# My New Cage



## SammyNova (Aug 26, 2007)

My brother and I built a cage for Sam I Am and, when we're past the quarintine and intro phase, Baz and Deo.



























It's Sammy approved!!! 













































Please note the two untouched yogies in the food dish. Sam prefers broccoli.


----------



## Kimmiekins (Apr 14, 2007)

Wow, that's a great cage! Great job decorating it - if it were me, I think I'd try and fit a level in each "section", but I'm amazed!


----------



## lina (May 28, 2007)

You have done a great job on that cage. You must be so proud of yourself. Well done.


----------



## rat_ratscal (Sep 23, 2007)

whats the screening made out of? my rats chewed through theirs....... (not trying to make you worried, mine was made out of fiberglass)


----------



## bubsybob (Apr 1, 2007)

if at all possible, try to get something on the wood doors so its chew proof. 

the cage i just built had a gap between the wood and mesh at the door, and i came home finding my Toodles chewing the heck out of it. if i had been a few hours later, she might have gotten out. i re-meshed that particular part of the frame, and its ok now.. 

but yeah, i think you need to fix up the door portions for that reason, exposed wood will be chewed, and a door is not a good place for chewing as it will losen up the mesh so they can excape


----------



## jellybeanqueen (Sep 6, 2007)

that's a fantastic cage! =)


----------



## xxpinkfunxx (Oct 14, 2007)

Amazing....i built my own too....not even comparable. if only they were litter trained i might try for something like that one....shavings=messy rat poopy in shavings=even more messy. i am jealous....period. and so are my rats.


----------



## SammyNova (Aug 26, 2007)

Rat_Ratscal - The screening is 1/2" galvanized steel hardware cloth.
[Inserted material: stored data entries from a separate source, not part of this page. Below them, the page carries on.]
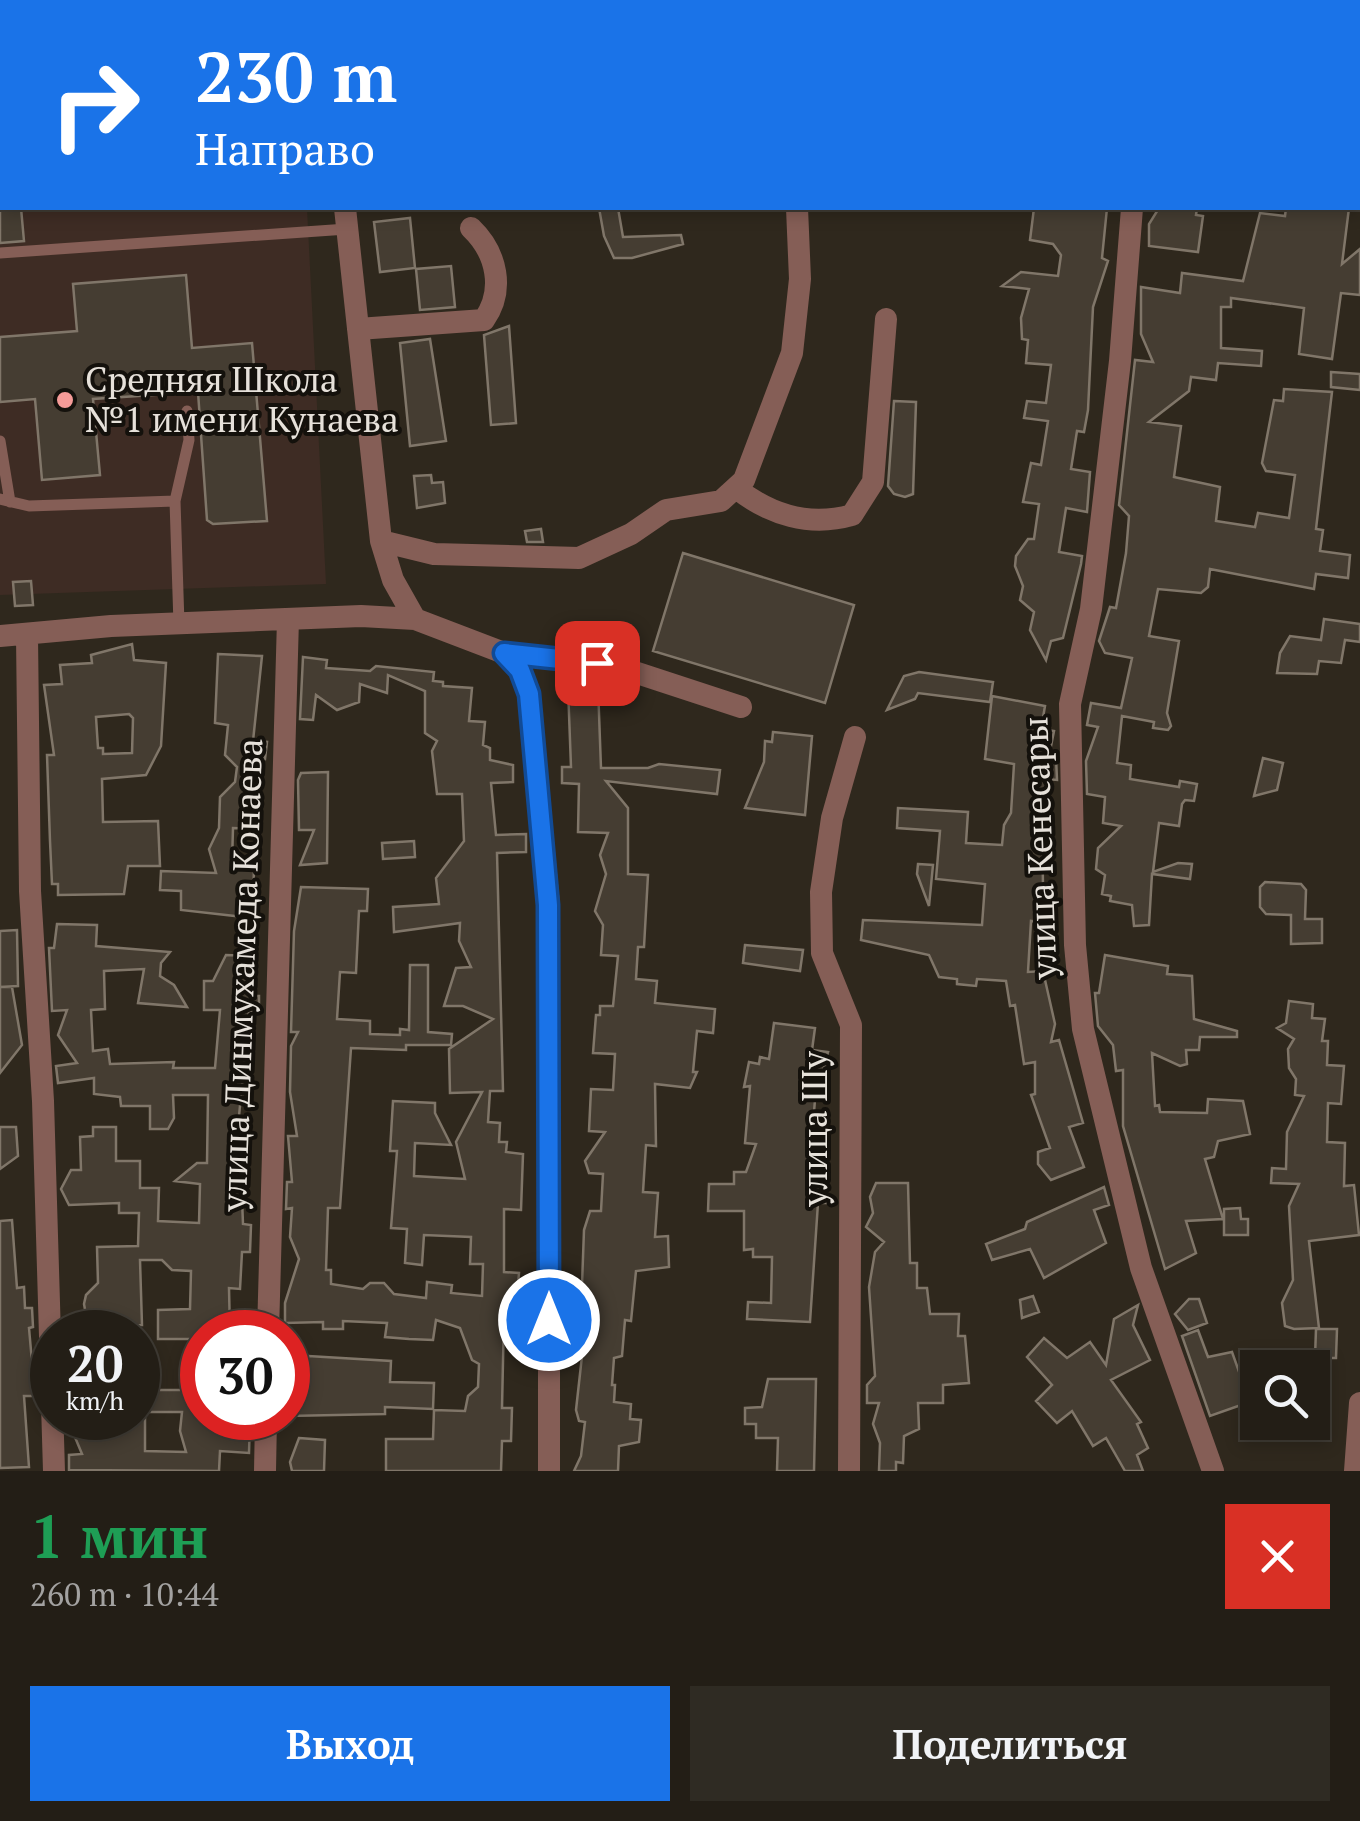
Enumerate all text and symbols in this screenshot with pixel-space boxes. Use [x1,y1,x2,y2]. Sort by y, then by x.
text: 230 m [195,29,397,122]
icon: right [30,40,160,170]
text: Направо [195,118,375,178]
place label: Средняя Школа №1 имени Кунаева [85,356,399,442]
marker: Средняя Школа №1 имени Кунаева [54,389,76,411]
pin [555,621,640,706]
icon: arrive [570,636,625,691]
street label: улица Кенесары [1011,716,1067,981]
street label: улица Динмухамеда Конаева [210,738,272,1213]
street label: улица Шу [791,1050,837,1208]
position arrow [497,1268,601,1372]
speed limit sign: 30 [180,1310,310,1440]
text: 20 [67,1330,123,1396]
map controls [1240,1350,1330,1440]
button: search [1240,1350,1330,1440]
text: km/h [66,1384,124,1417]
text: 1 мин [30,1496,208,1575]
button: close [1225,1504,1330,1609]
text: 260 m · 10:44 [30,1573,218,1615]
button: Выход [30,1686,670,1801]
button: Поделиться [690,1686,1330,1801]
bubsybob - I'm not too worried about the doors being chewed through at the moment because Sam has no interest in them, he prefers to chew on the tennis ball. He also has on interest in escaping his cage, he'll only leave if I'm holding him. I'll need to do something about them once it's time for Baz and Deo to enter the cage because Deo is an aspiring escape artist.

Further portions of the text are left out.